Task:
How many lines of the listing below contain the word "transform"? Reply with that number alone.

--- Data for review ---

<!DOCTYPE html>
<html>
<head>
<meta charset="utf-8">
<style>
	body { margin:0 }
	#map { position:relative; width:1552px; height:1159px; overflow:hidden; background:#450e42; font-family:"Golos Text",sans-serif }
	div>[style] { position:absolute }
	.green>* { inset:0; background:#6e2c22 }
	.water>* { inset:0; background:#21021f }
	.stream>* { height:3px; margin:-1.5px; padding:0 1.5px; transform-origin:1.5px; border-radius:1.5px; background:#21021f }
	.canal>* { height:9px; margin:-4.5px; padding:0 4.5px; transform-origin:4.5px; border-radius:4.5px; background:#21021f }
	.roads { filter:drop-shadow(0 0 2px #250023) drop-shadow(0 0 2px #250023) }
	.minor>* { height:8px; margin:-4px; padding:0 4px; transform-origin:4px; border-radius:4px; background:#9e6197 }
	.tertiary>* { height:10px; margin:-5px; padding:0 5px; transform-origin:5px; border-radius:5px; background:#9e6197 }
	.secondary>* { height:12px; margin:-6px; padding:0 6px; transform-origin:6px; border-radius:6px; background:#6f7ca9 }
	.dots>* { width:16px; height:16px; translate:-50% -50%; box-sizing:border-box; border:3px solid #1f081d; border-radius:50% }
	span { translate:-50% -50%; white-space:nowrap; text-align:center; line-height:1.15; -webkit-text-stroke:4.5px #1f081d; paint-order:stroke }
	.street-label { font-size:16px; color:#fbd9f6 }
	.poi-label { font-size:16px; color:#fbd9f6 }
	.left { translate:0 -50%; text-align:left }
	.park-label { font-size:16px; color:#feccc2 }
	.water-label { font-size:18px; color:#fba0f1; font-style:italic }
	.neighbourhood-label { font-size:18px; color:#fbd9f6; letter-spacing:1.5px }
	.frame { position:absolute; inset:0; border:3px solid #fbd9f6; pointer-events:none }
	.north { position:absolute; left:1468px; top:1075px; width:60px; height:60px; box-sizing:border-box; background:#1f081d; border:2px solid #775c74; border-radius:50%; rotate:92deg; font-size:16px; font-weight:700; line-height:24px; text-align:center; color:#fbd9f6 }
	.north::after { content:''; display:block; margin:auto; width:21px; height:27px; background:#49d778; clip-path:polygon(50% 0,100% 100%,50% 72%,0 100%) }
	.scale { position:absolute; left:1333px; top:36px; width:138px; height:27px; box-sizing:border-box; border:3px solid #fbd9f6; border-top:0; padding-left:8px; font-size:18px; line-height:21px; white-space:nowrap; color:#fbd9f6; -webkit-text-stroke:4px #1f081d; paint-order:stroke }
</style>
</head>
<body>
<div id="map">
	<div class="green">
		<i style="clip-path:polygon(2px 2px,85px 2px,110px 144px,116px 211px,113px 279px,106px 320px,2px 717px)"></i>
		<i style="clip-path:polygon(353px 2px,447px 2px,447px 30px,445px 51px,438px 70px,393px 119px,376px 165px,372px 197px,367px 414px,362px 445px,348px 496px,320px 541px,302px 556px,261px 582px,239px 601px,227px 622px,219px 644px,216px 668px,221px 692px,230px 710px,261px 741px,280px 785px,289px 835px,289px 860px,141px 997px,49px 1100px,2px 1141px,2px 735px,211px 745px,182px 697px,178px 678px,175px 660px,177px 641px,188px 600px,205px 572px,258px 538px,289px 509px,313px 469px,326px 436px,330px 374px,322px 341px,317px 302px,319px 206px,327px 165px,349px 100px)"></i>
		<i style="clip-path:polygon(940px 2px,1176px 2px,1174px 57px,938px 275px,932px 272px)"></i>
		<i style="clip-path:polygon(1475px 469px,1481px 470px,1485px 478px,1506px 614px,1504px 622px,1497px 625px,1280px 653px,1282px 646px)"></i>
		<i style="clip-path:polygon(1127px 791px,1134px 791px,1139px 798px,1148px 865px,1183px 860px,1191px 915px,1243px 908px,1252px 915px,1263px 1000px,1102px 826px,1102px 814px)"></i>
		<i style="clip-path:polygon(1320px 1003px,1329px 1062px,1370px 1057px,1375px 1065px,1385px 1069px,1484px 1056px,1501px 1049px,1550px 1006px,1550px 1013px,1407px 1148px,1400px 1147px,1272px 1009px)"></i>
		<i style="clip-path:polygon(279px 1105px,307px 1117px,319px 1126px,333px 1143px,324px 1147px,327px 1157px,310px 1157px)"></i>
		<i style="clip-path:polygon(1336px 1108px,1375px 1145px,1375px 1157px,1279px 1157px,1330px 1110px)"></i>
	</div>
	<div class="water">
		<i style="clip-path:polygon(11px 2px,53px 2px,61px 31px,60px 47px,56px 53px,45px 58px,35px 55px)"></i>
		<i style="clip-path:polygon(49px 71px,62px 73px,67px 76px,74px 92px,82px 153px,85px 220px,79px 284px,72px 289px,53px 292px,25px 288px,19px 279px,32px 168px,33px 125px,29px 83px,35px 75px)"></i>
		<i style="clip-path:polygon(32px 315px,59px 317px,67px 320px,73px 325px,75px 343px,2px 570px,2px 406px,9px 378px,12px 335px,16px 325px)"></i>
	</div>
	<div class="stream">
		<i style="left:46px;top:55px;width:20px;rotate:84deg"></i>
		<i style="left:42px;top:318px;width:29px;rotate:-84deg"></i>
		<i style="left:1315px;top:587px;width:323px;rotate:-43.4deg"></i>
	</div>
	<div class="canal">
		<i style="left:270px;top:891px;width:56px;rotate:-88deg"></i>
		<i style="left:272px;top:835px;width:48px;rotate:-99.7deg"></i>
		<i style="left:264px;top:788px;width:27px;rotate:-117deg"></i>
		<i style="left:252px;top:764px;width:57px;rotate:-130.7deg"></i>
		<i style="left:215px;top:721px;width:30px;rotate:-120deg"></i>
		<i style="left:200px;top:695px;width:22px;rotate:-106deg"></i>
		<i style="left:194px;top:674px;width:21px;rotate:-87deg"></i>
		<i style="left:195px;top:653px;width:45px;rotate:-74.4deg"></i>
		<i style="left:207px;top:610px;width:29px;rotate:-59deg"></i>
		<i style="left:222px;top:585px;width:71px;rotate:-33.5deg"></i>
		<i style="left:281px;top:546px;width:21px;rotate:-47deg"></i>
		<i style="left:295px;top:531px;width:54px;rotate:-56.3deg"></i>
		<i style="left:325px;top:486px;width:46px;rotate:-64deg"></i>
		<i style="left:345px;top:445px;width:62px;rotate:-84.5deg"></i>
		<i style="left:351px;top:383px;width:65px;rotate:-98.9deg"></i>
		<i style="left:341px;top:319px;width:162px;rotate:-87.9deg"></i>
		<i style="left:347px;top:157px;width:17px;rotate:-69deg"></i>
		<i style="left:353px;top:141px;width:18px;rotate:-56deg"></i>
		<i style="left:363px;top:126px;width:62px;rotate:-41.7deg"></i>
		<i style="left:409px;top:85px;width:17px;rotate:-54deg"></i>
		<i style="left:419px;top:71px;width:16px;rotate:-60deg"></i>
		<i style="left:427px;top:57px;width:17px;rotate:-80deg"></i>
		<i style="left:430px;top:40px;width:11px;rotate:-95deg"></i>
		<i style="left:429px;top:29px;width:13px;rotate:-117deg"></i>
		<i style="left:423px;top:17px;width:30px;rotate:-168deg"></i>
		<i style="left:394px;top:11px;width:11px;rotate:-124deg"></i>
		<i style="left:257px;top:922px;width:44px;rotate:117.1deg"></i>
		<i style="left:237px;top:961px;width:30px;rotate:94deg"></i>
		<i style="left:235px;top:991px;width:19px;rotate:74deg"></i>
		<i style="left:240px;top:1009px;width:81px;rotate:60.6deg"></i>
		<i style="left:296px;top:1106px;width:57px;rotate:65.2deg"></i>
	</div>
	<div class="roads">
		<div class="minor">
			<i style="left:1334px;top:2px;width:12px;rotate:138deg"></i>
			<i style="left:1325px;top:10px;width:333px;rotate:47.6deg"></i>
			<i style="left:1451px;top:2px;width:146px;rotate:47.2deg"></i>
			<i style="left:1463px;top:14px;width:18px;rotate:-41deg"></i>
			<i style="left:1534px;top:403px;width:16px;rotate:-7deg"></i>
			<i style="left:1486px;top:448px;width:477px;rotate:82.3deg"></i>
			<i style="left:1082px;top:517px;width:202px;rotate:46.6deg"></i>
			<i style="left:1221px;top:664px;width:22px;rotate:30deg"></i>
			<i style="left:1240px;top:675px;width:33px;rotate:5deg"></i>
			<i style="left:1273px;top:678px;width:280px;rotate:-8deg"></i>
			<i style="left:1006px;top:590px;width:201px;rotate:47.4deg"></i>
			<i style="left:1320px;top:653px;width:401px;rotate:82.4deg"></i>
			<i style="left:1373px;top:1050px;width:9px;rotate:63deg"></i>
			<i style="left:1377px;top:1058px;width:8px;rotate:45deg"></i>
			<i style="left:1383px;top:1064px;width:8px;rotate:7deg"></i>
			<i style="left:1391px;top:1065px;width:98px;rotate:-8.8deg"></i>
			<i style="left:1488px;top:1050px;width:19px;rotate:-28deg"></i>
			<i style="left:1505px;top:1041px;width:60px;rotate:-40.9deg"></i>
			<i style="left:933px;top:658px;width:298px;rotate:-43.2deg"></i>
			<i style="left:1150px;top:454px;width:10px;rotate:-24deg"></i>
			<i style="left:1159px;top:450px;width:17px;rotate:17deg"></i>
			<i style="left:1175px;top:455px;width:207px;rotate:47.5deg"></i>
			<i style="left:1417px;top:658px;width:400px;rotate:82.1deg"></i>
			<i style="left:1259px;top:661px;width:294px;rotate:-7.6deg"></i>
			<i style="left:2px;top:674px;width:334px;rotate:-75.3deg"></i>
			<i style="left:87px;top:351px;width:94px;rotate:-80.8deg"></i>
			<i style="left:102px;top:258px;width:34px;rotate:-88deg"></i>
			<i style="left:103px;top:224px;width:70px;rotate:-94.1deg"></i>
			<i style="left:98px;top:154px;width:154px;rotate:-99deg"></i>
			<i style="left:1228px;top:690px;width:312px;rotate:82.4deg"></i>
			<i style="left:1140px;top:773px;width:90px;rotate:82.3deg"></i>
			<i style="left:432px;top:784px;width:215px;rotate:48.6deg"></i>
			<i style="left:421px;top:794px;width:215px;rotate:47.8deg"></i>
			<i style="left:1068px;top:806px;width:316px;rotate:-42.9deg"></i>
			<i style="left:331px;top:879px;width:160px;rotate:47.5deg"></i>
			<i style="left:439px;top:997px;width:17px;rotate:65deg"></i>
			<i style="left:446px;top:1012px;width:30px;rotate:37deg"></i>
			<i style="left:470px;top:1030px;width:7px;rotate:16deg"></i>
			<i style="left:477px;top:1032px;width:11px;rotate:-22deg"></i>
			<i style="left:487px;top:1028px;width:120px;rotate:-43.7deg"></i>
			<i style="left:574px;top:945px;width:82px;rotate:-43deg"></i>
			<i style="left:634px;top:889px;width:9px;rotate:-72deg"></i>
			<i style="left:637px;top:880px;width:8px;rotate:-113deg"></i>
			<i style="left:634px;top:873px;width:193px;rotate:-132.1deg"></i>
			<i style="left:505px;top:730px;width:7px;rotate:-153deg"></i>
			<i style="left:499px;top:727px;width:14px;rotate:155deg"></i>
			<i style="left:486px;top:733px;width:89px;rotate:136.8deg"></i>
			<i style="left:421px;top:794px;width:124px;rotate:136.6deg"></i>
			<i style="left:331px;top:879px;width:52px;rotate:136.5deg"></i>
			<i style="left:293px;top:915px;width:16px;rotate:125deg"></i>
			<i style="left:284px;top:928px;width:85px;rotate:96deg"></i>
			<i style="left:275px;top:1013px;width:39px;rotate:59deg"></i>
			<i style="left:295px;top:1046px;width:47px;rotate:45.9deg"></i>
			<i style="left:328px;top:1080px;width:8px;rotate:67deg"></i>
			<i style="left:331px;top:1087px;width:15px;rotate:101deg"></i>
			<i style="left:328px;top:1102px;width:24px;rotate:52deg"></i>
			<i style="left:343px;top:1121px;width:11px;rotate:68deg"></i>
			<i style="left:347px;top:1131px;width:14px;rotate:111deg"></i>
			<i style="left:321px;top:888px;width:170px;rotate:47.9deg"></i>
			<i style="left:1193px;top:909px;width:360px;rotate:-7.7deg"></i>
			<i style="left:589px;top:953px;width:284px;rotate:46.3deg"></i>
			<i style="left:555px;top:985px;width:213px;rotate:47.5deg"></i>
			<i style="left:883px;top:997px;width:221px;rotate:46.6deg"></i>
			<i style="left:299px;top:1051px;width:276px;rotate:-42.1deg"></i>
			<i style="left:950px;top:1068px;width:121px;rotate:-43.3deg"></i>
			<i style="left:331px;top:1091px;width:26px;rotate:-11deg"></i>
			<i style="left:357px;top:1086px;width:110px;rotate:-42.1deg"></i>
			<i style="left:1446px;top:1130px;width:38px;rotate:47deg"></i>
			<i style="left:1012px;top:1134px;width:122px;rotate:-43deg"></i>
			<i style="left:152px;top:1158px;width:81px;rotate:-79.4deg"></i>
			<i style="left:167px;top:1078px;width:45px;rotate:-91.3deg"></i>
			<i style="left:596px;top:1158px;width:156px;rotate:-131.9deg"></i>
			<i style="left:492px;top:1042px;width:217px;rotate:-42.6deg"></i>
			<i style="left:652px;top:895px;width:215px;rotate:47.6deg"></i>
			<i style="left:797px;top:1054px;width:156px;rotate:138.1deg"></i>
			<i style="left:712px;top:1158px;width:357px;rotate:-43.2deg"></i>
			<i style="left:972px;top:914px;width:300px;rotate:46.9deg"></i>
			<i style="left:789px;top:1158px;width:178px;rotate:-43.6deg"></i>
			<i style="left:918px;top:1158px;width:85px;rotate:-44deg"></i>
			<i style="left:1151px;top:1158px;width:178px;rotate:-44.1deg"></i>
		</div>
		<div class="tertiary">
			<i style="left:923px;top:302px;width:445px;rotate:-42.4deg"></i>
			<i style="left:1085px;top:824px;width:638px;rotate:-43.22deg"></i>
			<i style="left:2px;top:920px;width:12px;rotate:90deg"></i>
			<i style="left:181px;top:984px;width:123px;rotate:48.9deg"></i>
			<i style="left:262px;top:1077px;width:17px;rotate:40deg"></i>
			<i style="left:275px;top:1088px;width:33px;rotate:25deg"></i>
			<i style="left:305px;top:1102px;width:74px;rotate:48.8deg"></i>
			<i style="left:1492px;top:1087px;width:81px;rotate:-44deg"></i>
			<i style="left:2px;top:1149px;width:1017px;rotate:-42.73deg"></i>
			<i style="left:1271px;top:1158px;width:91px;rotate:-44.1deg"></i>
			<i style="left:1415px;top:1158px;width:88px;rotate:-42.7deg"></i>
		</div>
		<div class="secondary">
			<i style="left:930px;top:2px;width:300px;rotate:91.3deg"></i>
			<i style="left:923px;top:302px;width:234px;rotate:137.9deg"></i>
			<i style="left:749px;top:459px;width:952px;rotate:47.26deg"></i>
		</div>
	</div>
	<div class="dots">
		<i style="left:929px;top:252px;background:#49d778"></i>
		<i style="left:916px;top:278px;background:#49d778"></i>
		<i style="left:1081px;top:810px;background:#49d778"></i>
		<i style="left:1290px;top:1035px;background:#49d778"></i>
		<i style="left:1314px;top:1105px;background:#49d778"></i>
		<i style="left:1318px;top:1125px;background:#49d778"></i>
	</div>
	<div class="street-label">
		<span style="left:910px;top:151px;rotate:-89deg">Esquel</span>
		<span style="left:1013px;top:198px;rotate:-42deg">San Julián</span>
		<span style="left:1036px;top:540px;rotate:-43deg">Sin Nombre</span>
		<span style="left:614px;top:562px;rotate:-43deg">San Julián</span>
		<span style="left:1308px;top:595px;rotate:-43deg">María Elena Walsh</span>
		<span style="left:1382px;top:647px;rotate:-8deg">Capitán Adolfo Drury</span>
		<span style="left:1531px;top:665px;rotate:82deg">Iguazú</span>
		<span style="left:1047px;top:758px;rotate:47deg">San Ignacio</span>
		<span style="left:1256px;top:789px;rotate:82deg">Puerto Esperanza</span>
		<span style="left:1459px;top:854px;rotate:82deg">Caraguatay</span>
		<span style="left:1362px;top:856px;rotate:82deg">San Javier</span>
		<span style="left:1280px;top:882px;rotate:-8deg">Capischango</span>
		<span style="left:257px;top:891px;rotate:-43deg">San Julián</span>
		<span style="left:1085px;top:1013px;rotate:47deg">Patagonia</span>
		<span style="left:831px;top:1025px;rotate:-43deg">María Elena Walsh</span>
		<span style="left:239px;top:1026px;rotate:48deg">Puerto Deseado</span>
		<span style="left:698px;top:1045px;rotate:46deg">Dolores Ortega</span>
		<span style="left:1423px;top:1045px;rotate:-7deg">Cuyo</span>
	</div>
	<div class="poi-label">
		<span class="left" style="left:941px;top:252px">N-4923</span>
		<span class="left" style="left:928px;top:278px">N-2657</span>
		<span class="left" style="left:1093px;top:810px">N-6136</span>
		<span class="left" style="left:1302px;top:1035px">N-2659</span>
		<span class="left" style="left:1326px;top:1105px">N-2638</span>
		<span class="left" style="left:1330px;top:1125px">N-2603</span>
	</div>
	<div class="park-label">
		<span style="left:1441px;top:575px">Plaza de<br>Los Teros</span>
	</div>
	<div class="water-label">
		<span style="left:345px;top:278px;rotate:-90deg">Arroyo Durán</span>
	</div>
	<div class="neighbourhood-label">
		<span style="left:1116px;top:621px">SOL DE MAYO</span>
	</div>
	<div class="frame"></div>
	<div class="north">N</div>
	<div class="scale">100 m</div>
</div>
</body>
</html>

---

Answer to this task:
5